Cardio Score

Main features with sample user data
LLM-generated recommendations based on user information
Model comparisons based on initial training

Inspiration

The hackathon's overall objective was to bridge the gap between the past and the future. We decided to target the major problem of medical diagnostics, as the Canadian medical system lacks the capacity to provide Medicare to the majority of incoming patients. The solution we have developed is a diagnostic system trained on real-world data from Medicare facilities to provide an accurate numerical probability of a heart attack.

What it does

We have specifically selected two distinct models: Logistic Regression and XGBoost. By implementing two models, we provide a dynamic range of probabilities because the models differ in how they evaluate inputs. We then developed a user-friendly interface that leverages passive data collection to create a sense of simplicity and comfort.

How we built it

We built our system using Python, Pandas, and scikit learn to preprocess data and train an AI model that predicts medical and healthcare risk as a probability-based percentage. To improve reliability and comparison, we implemented two algorithms Logistic Regression and XGBoost each producing independent risk predictions from the same inputs. We designed a complete machine learning pipeline for preprocessing, model inference, and prediction aggregation. After generating numerical risk scores, we integrated an AI-powered API that summarizes the prediction into a clear, human-readable explanation. The entire system was deployed using Streamlit, enabling live user input and real-time, explainable results.

Challenges we ran into

One of the biggest challenges was selecting the most appropriate algorithms to achieve accurate and stable results from real world data. Balancing model performance, scalability, and interpretability required careful experimentation. Implementing gradient-boosted decision trees at scale while ensuring correct precision and accuracy was particularly challenging. Tuning hyperparameters and validating results took multiple iterations. Through testing and evaluation, we were able to improve overall model accuracy and successfully compare the performance of both algorithms.

Accomplishments that we're proud of

We are proud of our deep understanding and successful implementation of both Logistic Regression and Extreme Gradient Boosting (XGBoost) models. Additionally, we successfully trained our models on a real-world dataset with over 300,000 records, producing precise and meaningful probability based risk predictions. Building a full end-to-end pipeline from raw data to live predictions was a major achievement for our team.

What we learned

Through this project, we learned how machine learning works in practice beyond theoretical coursework especially model training, fine-tuning, evaluation, and probability based outputs ranging from 0 to 1. We also gained hands-on experience building a complete ML pipeline and deploying it through a user-facing interface. Beyond technical skills, we strengthened our teamwork by practicing sprint planning, task distribution, and collaboration through structured issue tracking.
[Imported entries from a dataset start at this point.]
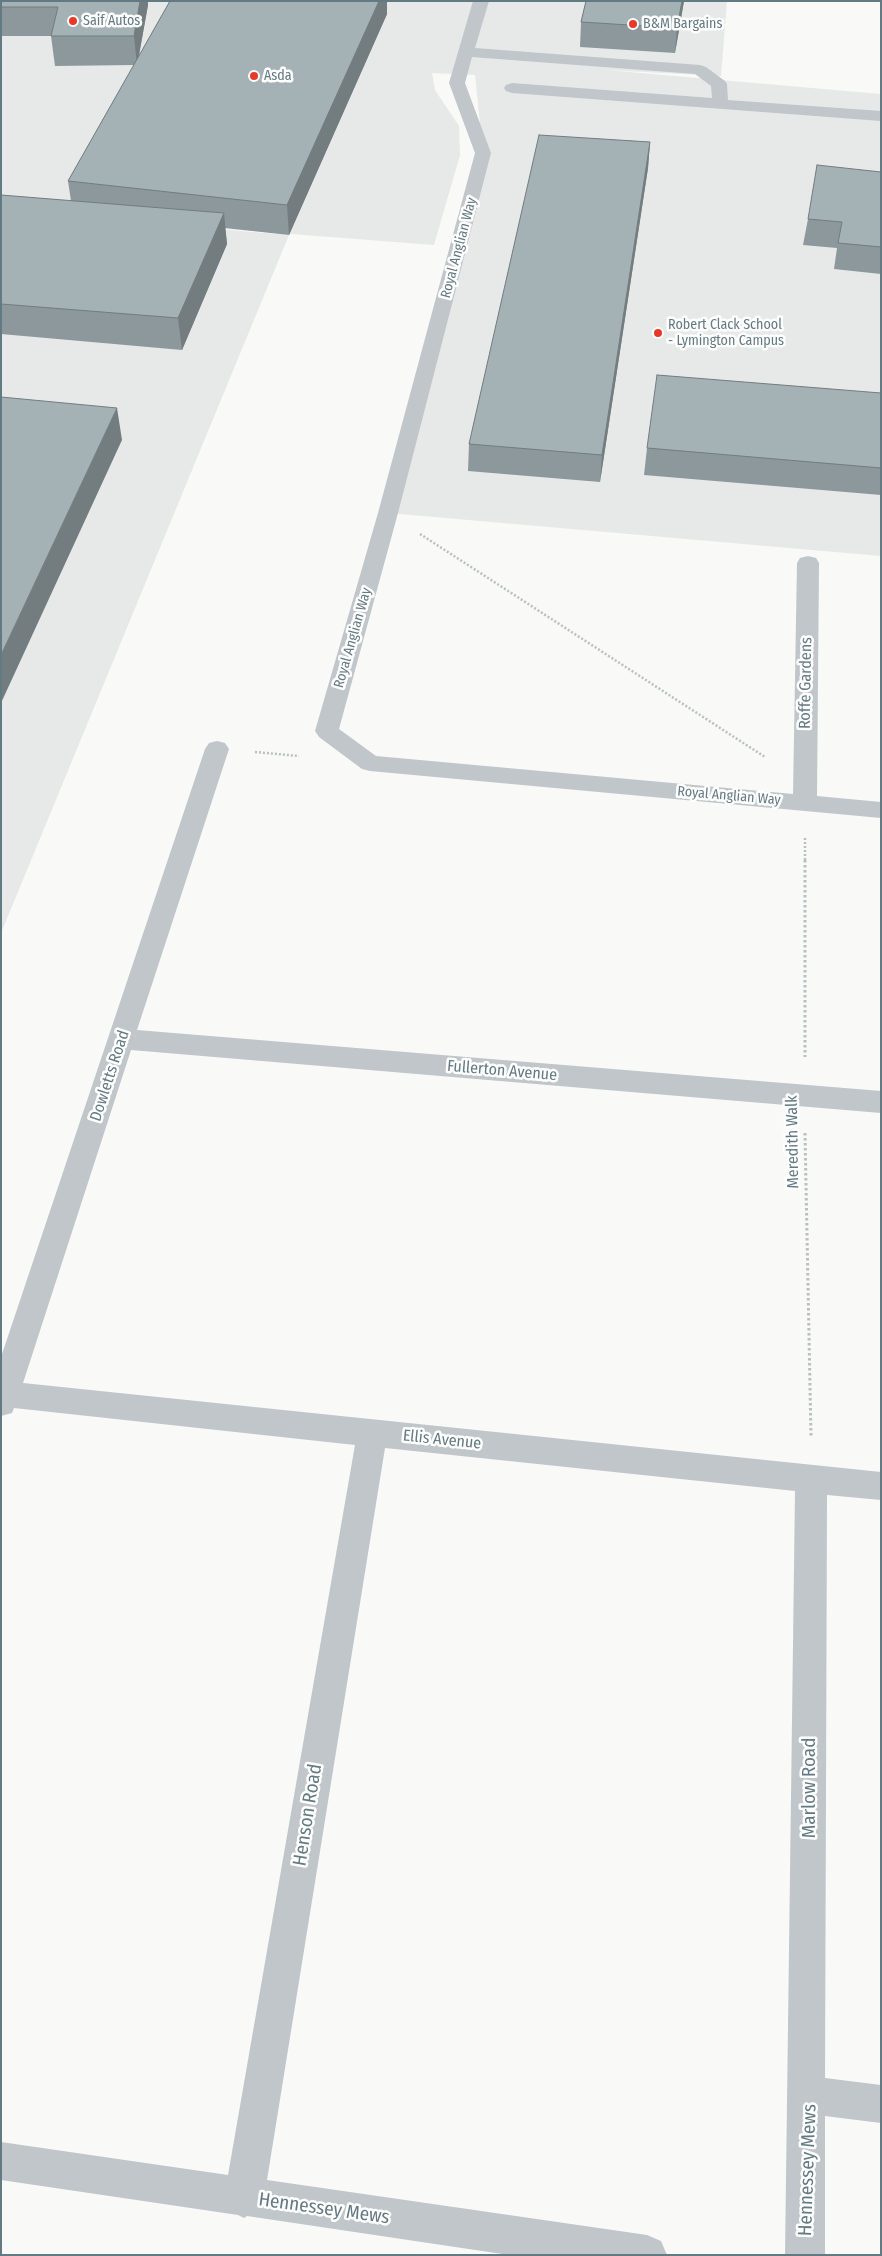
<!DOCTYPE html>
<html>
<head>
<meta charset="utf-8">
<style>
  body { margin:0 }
  #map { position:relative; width:882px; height:2256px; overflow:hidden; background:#f9f9f7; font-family:"Fira Sans Condensed",sans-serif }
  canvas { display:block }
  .frame { position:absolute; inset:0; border:2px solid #637a83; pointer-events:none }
</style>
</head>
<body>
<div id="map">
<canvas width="882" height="2256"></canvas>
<div class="frame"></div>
</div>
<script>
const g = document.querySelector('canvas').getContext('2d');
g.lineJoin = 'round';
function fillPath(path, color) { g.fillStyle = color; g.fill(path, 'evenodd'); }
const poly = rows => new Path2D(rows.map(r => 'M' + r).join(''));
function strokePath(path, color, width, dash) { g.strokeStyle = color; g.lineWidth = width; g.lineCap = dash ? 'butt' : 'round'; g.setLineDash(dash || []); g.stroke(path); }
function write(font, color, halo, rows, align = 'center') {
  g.font = font + ' "Fira Sans Condensed",sans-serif'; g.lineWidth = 5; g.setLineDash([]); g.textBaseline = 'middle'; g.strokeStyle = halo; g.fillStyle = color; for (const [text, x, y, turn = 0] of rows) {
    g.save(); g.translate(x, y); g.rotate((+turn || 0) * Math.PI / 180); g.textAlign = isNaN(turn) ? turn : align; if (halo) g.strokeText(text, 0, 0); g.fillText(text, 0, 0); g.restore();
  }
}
fillPath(poly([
  [1,1,727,1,721,76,606,70,881,94,881,556,388,513,483,153,475,75,432,73,435,90,459,126,460,155,434,245,121,221,289,235,1,933]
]), '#e7e9e8');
strokePath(poly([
  [420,534,765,757],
  [255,752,299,756],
  [805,838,805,861]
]), '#babfc1', 2.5, [2, 2]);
strokePath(poly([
  [805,860,805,1057],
  [805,1133,811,1437]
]), '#babfc1', 3, [2.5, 2.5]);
fillPath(poly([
  [473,1,489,1,475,48,700,65,706,67,725,81,727,84,728,100,881,111,881,121,512,93,506,91,504,88,506,85,512,83,712,98,711,86,695,74,472,57,465,83,491,153,398,513,339,729,376,756,793,794,797,563,800,558,808,556,816,558,819,563,817,796,881,802,881,818,370,771,362,769,319,737,315,731,378,513,475,153,449,83,473,1],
  [217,741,225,743,229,749,137,1030,881,1091,881,1113,131,1050,23,1383,881,1472,881,1500,827,1495,825,2078,881,2085,881,2123,825,2116,825,2255,785,2255,795,1491,385,1448,267,2180,647,2235,661,2241,667,2255,509,2255,247,2216,244,2218,238,2215,1,2180,1,2142,228,2175,355,1445,14,1408,12,1413,1,1416,1,1357,205,749,209,743,217,741]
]), '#c0c6c9');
fillPath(poly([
  [1,1,148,1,148,5,139,56,170,1,387,1,387,14,289,235,225,228,227,244,182,350,1,334,1,195,71,201,68,181,134,65,55,66,51,36,1,36],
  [586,1,684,1,675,53,580,47,581,22],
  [650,142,648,168,600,482,468,471,469,444],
  [881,172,881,274,834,269,837,248,803,245,808,219],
  [881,393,881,495,644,475,647,448]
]), '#8d989c');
fillPath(poly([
  [140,1,148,1,148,5,137,65,134,36],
  [379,1,387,1,387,14,289,235,287,205],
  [682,1,684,1,675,53,677,28],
  [650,142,648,168,600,482,602,455],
  [224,213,227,244,182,350,178,318],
  [117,408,122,440,1,703,1,655]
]), '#737c7f');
const building = poly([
  [1,1,140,1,134,36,51,36,58,7,1,7,1,1],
  [170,1,379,1,287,205,68,181,170,1],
  [586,1,682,1,677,28,581,22,586,1],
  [539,135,650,142,602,455,469,444,539,135],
  [817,165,881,172,881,247,838,243,842,222,808,219,817,165],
  [1,195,224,213,178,318,1,304,1,195],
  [657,375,881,393,881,468,647,448,657,375],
  [1,397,117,408,1,655,1,397]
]);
fillPath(building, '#a4b1b5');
strokePath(building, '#737c7f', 1);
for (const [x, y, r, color] of [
  [73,21,5,"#e83928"],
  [633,24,5,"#e83928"],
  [254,76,5,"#e83928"],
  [658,333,5,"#e83928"]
]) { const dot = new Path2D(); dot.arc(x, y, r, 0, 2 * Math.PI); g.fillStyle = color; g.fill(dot); strokePath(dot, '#fff', 2); }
write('14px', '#637a83', '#fff', [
  ["Saif Autos",83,21],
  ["B&M Bargains",643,24],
  ["Asda",264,76],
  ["Robert Clack School",668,325],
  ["- Lymington Campus",668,341]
], 'left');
write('14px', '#637a83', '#fff', [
  ["Royal Anglian Way",459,248,-75],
  ["Royal Anglian Way",353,638,-74],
  ["Royal Anglian Way",729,796,5]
]);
write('16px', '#637a83', '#fff', [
  ["Roffe Gardens",806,683,-89],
  ["Fullerton Avenue",502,1071,5],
  ["Dowletts Road",110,1076,-72],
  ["Meredith Walk",793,1142,-91],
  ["Ellis Avenue",442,1440,6]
]);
write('19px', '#637a83', '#fff', [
  ["Marlow Road",810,1788,-90],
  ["Henson Road",308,1815,-81],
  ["Hennessey Mews",808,2170,-88],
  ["Hennessey Mews",324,2209,8]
]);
</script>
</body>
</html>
What's next for Cardio Score

To further enhance this project, we plan to train the model on a scaled version of the dataset to improve diagnostic accuracy and reliability. Additionally, fine-tuning individual attribute weights and balancing the overall data dependency may improve the model's precision. Lastly, we would like to extend the user interface to build an app that further simplifies data collection and fosters a friendly, neighbourly environment.